About
This library is a reproduction of a project I did as a student of computational chemistry. In essence, the project's goal was to find an answer to
How long does it take for an electron to cross a molecular bridge?
Students of Quantum Mechanics will soon realize that this is question it not even really a valid one. In the realm of QM, there is no such thing as a particle being at "location A". Rather, a particle will have some probability distribution of existing at any location, which is only verifiable upon measurement. When drafting the manuscript for this work, my advisor and myself had considerable difficulty in simply describing the problem in language that wasn't flat-out wrong.
In retrospect, this application is really solving the hitting time of a time-heterogenous markov chain, wherein the transition matrix is the probability that a discretized chunk of probability density is the "object" that is hopping between spatial regions.
This codebase is not the same code that was used in the manuscript, but rather a reimagining that I've done several years later, after much more experience in software development. I did this to see how different the code looks like after some (5 years) of experience in creating software, with 2 of those being professionally.
Working the field of Machine Learning has really opened my eyes to the power of well engineered libraries in the pursuit of science. The deep learning library keras in particular is a triumph of API design greatly accelerating the progress of research in the field.
The problems faced in machine learning and those faced in computational physics and chemistry have an extremely large degree of overlap. While generating this library I've tried to create something that would be intuitive for a domain expert to use.

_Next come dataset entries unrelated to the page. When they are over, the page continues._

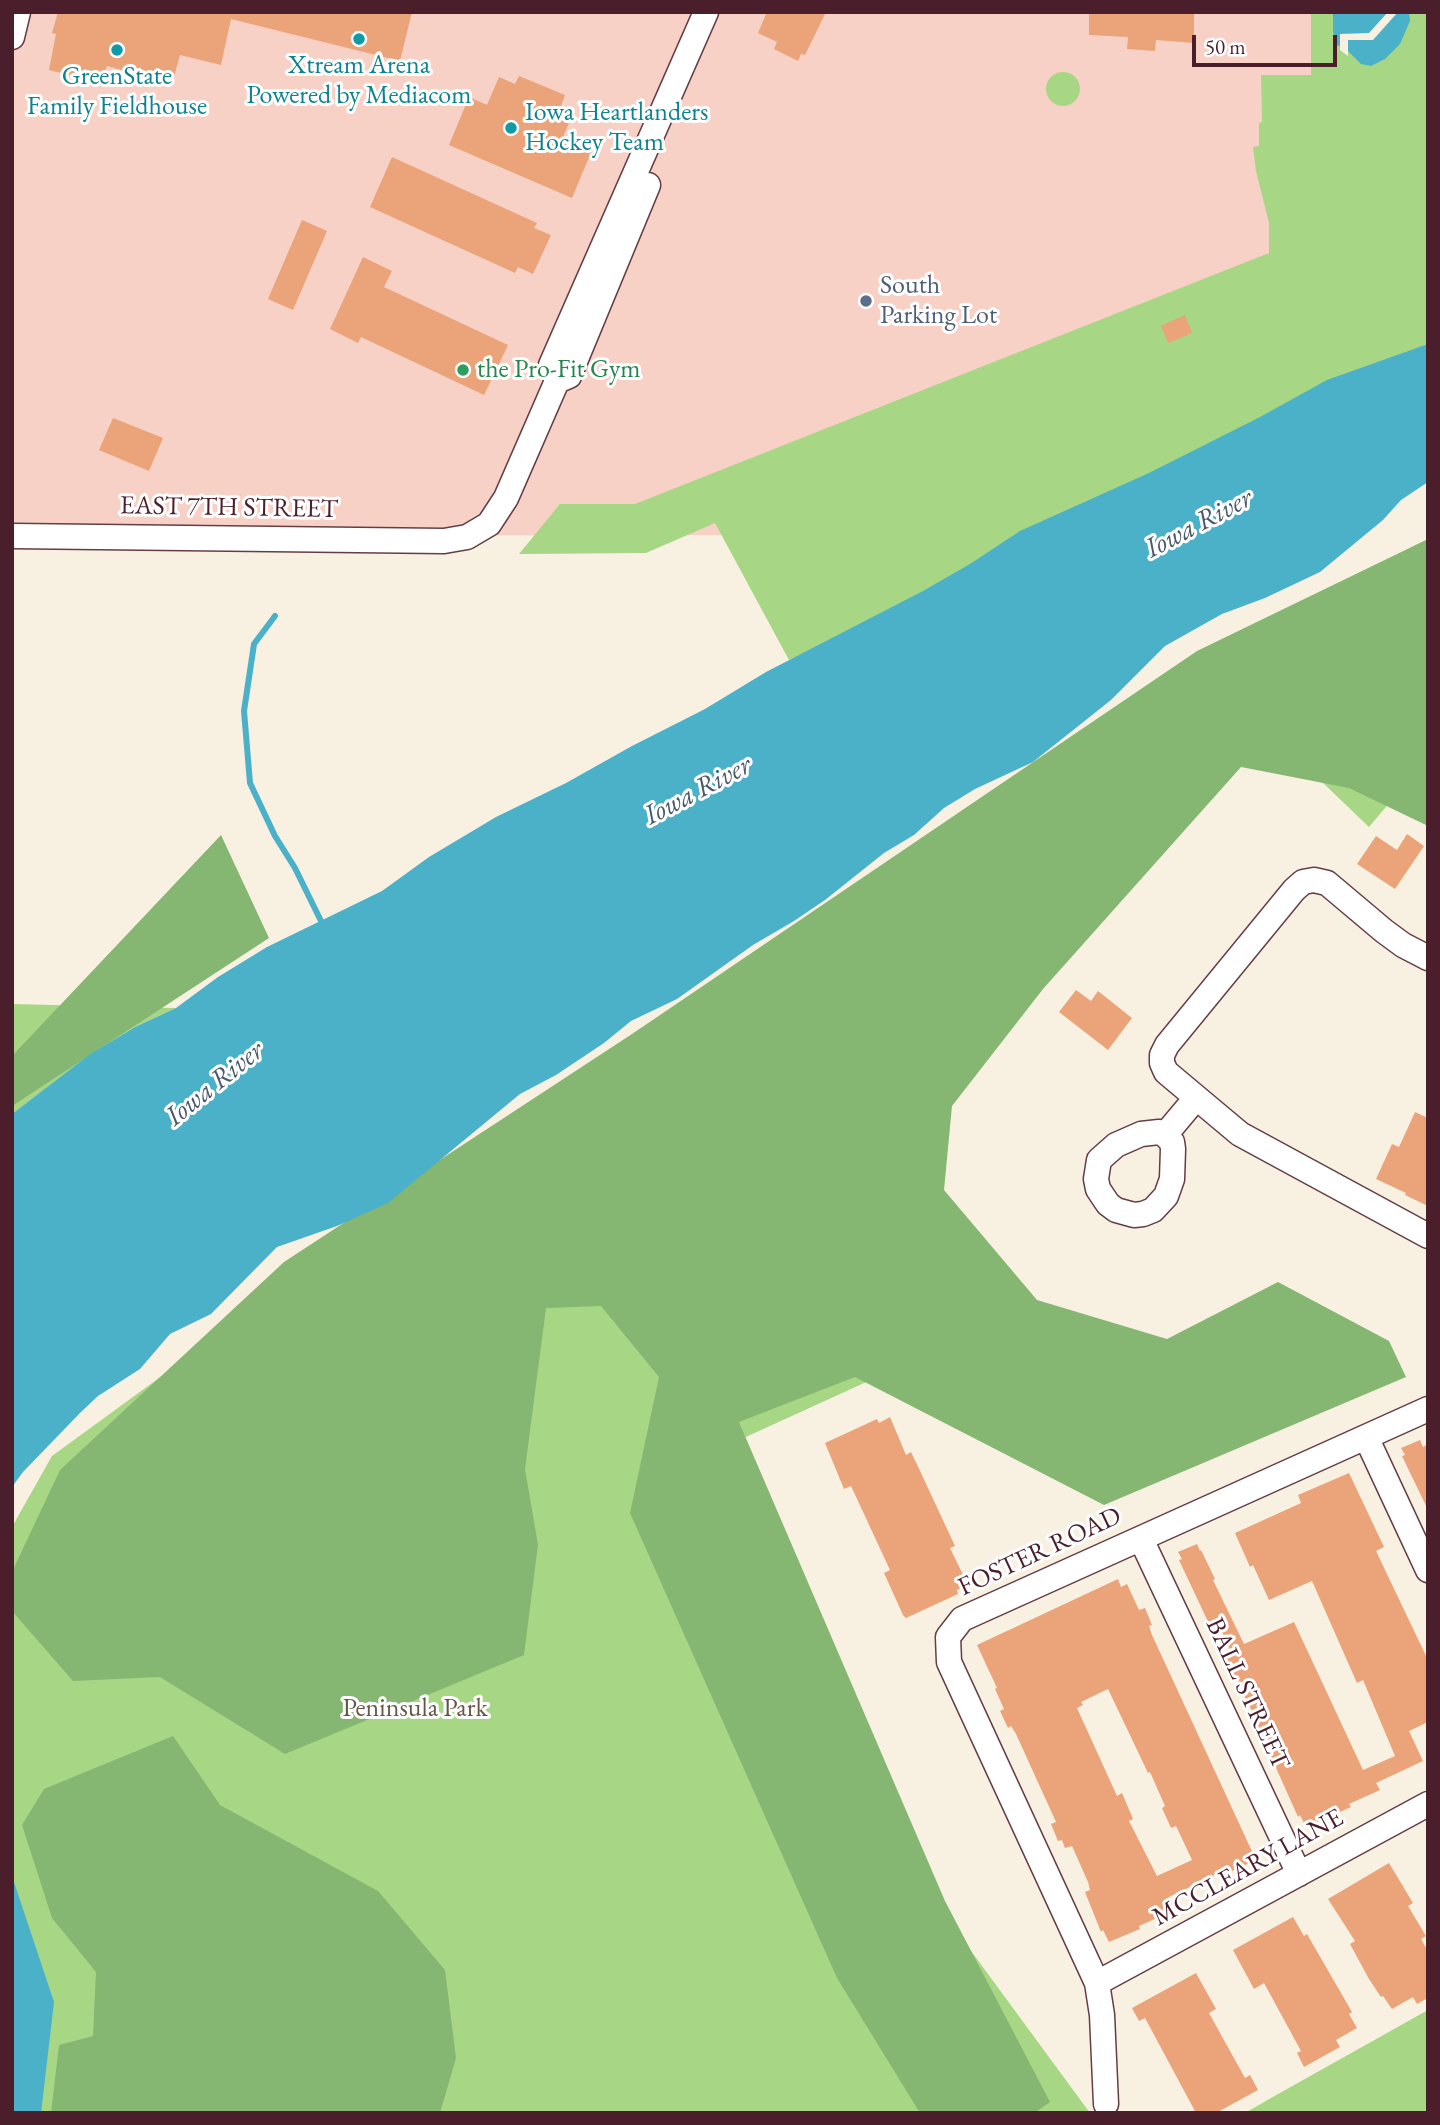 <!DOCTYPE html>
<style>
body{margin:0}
#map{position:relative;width:1440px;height:2125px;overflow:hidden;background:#f8f1e2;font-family:"EB Garamond",serif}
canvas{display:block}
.frame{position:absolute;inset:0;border:14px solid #4a1f2b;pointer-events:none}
.scale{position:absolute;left:1192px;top:35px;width:145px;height:32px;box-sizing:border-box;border:4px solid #4a1f2b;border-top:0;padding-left:9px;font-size:21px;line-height:24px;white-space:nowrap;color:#4a1f2b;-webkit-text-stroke:5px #fff;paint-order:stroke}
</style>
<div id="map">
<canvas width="1440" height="2125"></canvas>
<div class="frame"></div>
<div class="scale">50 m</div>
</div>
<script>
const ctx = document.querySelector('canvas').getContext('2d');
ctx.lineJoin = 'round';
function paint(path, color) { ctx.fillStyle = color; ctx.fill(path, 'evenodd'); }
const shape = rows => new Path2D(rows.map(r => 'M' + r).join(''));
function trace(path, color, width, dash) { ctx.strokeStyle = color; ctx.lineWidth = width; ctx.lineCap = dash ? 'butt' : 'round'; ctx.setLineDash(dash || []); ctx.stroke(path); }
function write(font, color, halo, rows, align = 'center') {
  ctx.font = font + ' "EB Garamond",serif'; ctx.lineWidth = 6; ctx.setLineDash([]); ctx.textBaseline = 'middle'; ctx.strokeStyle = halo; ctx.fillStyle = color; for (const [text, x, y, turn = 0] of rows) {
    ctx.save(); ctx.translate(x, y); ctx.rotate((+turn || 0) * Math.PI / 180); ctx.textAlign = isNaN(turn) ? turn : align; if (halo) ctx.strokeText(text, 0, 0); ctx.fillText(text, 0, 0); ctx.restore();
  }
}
const built = shape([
 [12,12,1428,12,1428,286,810,535,12,536]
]);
const green = shape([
 [1311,12,1428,12,1428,360,789,660,715,523,646,553,519,554,560,504,635,504,1269,253,1269,223,1256,171,1253,147,1259,146,1259,123,1262,122,1261,75,1311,75],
 '1046 89a17 17 0 1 1 34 0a17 17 0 1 1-34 0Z',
 [1428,539,1428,757,1369,827,1248,711,888,1126,954,1342,737,1441,941,1910,1090,2113,12,2113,12,1527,52,1456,333,1251],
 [12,1004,176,1008,135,1027,90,1055,12,1114],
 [1428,2010,1428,2113,1245,2113,1271,2098]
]);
const forest = shape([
 [1428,539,1428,826,1349,788,1241,767,1043,989,952,1106,944,1190,1037,1300,1167,1339,1278,1282,1389,1341,1406,1377,1104,1505,855,1377,739,1422,945,1901,1050,2102,1034,2113,920,2113,837,1978,630,1513,659,1377,601,1306,546,1308,525,1469,538,1545,524,1655,285,1754,160,1677,73,1681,12,1611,12,1572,60,1470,284,1262,632,1034,1197,651],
 [221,835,269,938,12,1106,12,1056],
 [173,1736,220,1805,378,1891,445,1970,456,2058,440,2113,51,2113,59,2045,93,2036,96,1972,52,1918,22,1825,44,1789]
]);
const water = shape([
 [1333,12,1409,12,1410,21,1400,44,1385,59,1371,66,1361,64,1346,49,1337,45,1333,32],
 [1428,344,1428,482,1401,500,1383,520,1320,572,1265,598,1222,614,1165,646,1111,700,1033,762,975,789,944,808,914,835,884,853,825,900,794,921,753,945,677,999,631,1021,604,1043,556,1075,520,1094,388,1203,337,1226,277,1247,211,1314,170,1334,140,1369,98,1396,80,1413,23,1472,12,1487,12,1114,89,1055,135,1027,176,1008,218,977,267,947,382,891,429,857,496,817,566,783,632,746,705,709,766,672,923,591,970,564,1020,531,1149,473,1260,417,1327,380],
 [12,1876,54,2002,41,2113,12,2113]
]);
const pier = shape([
 [1388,12,1398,12,1373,40,1348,40,1348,56,1340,50,1340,34,1369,33]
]);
const stream = shape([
 [275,616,254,644,244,711,250,783,275,836,295,868,321,921]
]);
const building = shape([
 [58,12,412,12,400,61,231,19,221,65,180,55,172,84,107,66,101,83,49,70,56,34,52,33],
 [767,12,826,12,805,55,801,54,798,61,774,49,777,42,758,33],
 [1089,12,1194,12,1194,43,1156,40,1155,51,1127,49,1128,37,1089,35],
 [519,76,565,95,561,106,574,111,563,137,592,150,572,198,449,145,469,97,487,105,499,77,515,84],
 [392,157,537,223,534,228,551,235,533,274,518,267,515,273,370,207],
 [302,220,327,231,293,310,268,299],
 [363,257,392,271,384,287,508,345,484,395,361,337,358,343,330,329],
 [1185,315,1192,333,1168,343,1161,326],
 [113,418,163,438,149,471,99,450],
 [1407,834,1424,846,1395,889,1357,864,1376,836,1397,850],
 [1076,990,1091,1001,1098,991,1132,1018,1108,1050,1059,1012],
 [1415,1112,1428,1118,1428,1206,1405,1195,1406,1193,1376,1179,1392,1144,1399,1147],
 [890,1417,906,1455,911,1452,921,1473,955,1546,950,1548,968,1585,957,1590,958,1594,906,1618,903,1615,884,1573,890,1570,851,1486,844,1489,825,1443,877,1419,879,1423],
 [1420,1440,1423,1447,1428,1444,1428,1510,1402,1456,1405,1455,1401,1448],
 [1349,1473,1384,1547,1376,1551,1428,1660,1428,1722,1409,1731,1423,1761,1376,1783,1380,1790,1349,1804,1351,1807,1311,1825,1310,1823,1305,1825,1300,1815,1298,1817,1252,1714,1253,1713,1224,1655,1231,1652,1219,1625,1211,1628,1179,1560,1182,1559,1178,1552,1197,1544,1200,1551,1201,1550,1215,1579,1213,1580,1244,1644,1294,1622,1363,1770,1395,1756,1363,1680,1357,1683,1312,1581,1269,1600,1253,1565,1250,1567,1235,1533,1301,1503,1298,1495],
 [1118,1579,1121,1587,1127,1584,1139,1610,1145,1608,1152,1625,1149,1626,1152,1635,1256,1860,1219,1877,1217,1874,1169,1897,1175,1910,1139,1926,1140,1929,1109,1942,1103,1930,1101,1932,1085,1892,1090,1890,1088,1882,1072,1846,1065,1848,1062,1840,1058,1841,1051,1824,1056,1822,1016,1734,1011,1726,1008,1728,1000,1711,1004,1709,995,1689,997,1688,977,1645],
 [1108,1689,1148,1773,1150,1772,1165,1806,1162,1808,1171,1828,1176,1826,1192,1860,1157,1876,1129,1821,1133,1819,1122,1793,1117,1796,1077,1708,1083,1705,1081,1702],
 [1389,1863,1413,1903,1408,1906,1426,1936,1421,1939,1428,1951,1428,1998,1417,2004,1413,1997,1392,2009,1383,1996,1381,1997,1369,1979,1350,1944,1355,1941,1328,1899],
 [1293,1917,1304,1936,1307,1934,1341,1993,1352,2012,1349,2014,1357,2028,1336,2040,1340,2047,1304,2067,1297,2053,1301,2051,1264,1983,1254,1989,1233,1950],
 [1196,1973,1216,2009,1209,2013,1245,2078,1250,2075,1258,2090,1216,2113,1196,2113,1145,2018,1139,2021,1132,2008]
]);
const minor = shape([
 [12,37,18,12],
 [557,381,569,376,648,185],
 [12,536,444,541,467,537,489,524,506,498,557,381,551,365,706,12],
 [1428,958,1403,945,1384,931,1327,883,1314,880,1303,882,1294,890,1167,1045,1162,1055,1162,1063,1166,1072,1240,1134,1428,1236],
 [1165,1135,1159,1132,1141,1134,1116,1145,1099,1160,1096,1179,1098,1189,1108,1204,1116,1210,1134,1215,1143,1214,1153,1210,1166,1196,1172,1179,1173,1149,1172,1142,1165,1135,1196,1098],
 [1366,1437,1428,1570],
 [1141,1539,1299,1874],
 [1097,1983,1428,1804],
 [1106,2104,1102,2015,1097,1983,949,1662,948,1637,962,1619,1428,1409]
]);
const markers = [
 [359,39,7,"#0f9aa8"],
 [117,50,7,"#0f9aa8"],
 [511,128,7,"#0f9aa8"],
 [866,301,7,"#5c6f8a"],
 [463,370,7,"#2e9e5b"]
];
const cultureNames = [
 ["Xtream Arena",359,66],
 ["Powered by Mediacom",359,96],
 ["GreenState",117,77],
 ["Family Fieldhouse",117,107],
 ["Iowa Heartlanders",525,113,"left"],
 ["Hockey Team",525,143,"left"]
];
const serviceNames = [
 ["South",880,286],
 ["Parking Lot",880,316]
];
const leisureNames = [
 ["the Pro-Fit Gym",477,370]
];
const streetNames = [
 ["EAST 7TH STREET",229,508,1],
 ["FOSTER ROAD",1040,1552,-25],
 ["BALL STREET",1247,1694,65],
 ["MCCLEARY LANE",1248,1868,-29]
];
const parkNames = [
 ["Peninsula Park",415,1709]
];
const waterNames = [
 ["Iowa River",1199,524,-28],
 ["Iowa River",698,791,-28],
 ["Iowa River",215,1084,-39]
];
paint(built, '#f7d1c6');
paint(green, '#a7d684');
paint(forest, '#85b772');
paint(water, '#4ab1c9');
paint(pier, '#f8f1e2');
trace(stream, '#4ab1c9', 6);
paint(building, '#eba379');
trace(minor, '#643e46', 27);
trace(minor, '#fff', 24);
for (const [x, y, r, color] of markers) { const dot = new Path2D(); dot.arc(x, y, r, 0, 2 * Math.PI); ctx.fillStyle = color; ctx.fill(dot); trace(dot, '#fff', 2.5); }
write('26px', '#0d838f', '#fff', cultureNames);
write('26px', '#4e5e75', '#fff', serviceNames, 'left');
write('26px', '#27864d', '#fff', leisureNames, 'left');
write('26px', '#4a1f2b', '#fff', streetNames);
write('26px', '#665646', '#fff', parkNames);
write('italic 28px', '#4a596a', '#fff', waterNames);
</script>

from quantized.utils import Parabola
from quantized.basis import harmonic_basis_from_parabola, HarmonicOscillator, EigenBasis
from quantized import potentials
from quantized.time_evolution import TimeEvolvingState
from quantized.operators import Hamiltonian, Overlap, Kinetic
parabola = Parabola(a=1.0, b=1.0, c=1.0)
basis = harmonic_basis_from_parabola(parabola, cutoff_energy=4.0)
v = potentials.Harmonic(center=0.0, mass=1.0, omega=1.0)
H = Hamiltonian(v).matrix(basis)
S = Overlap().matrix(basis)
eig_basis = EigenBasis.from_basis(basis, H, S)
initial_state = HarmonicOscillator(n=0, center=parabola.vertex)
time_evolving = TimeEvolvingState(eig_basis, initial_state)
kinetic_over_time = time_evolving.observable(Kinetic(), hermitian=True)
print(kinetic_over_time(t=0))
print(kinetic_over_time(t=10))
The above is valid, executable code. If I've done my job correctly, this code snippet will be easy for domain experts to understand.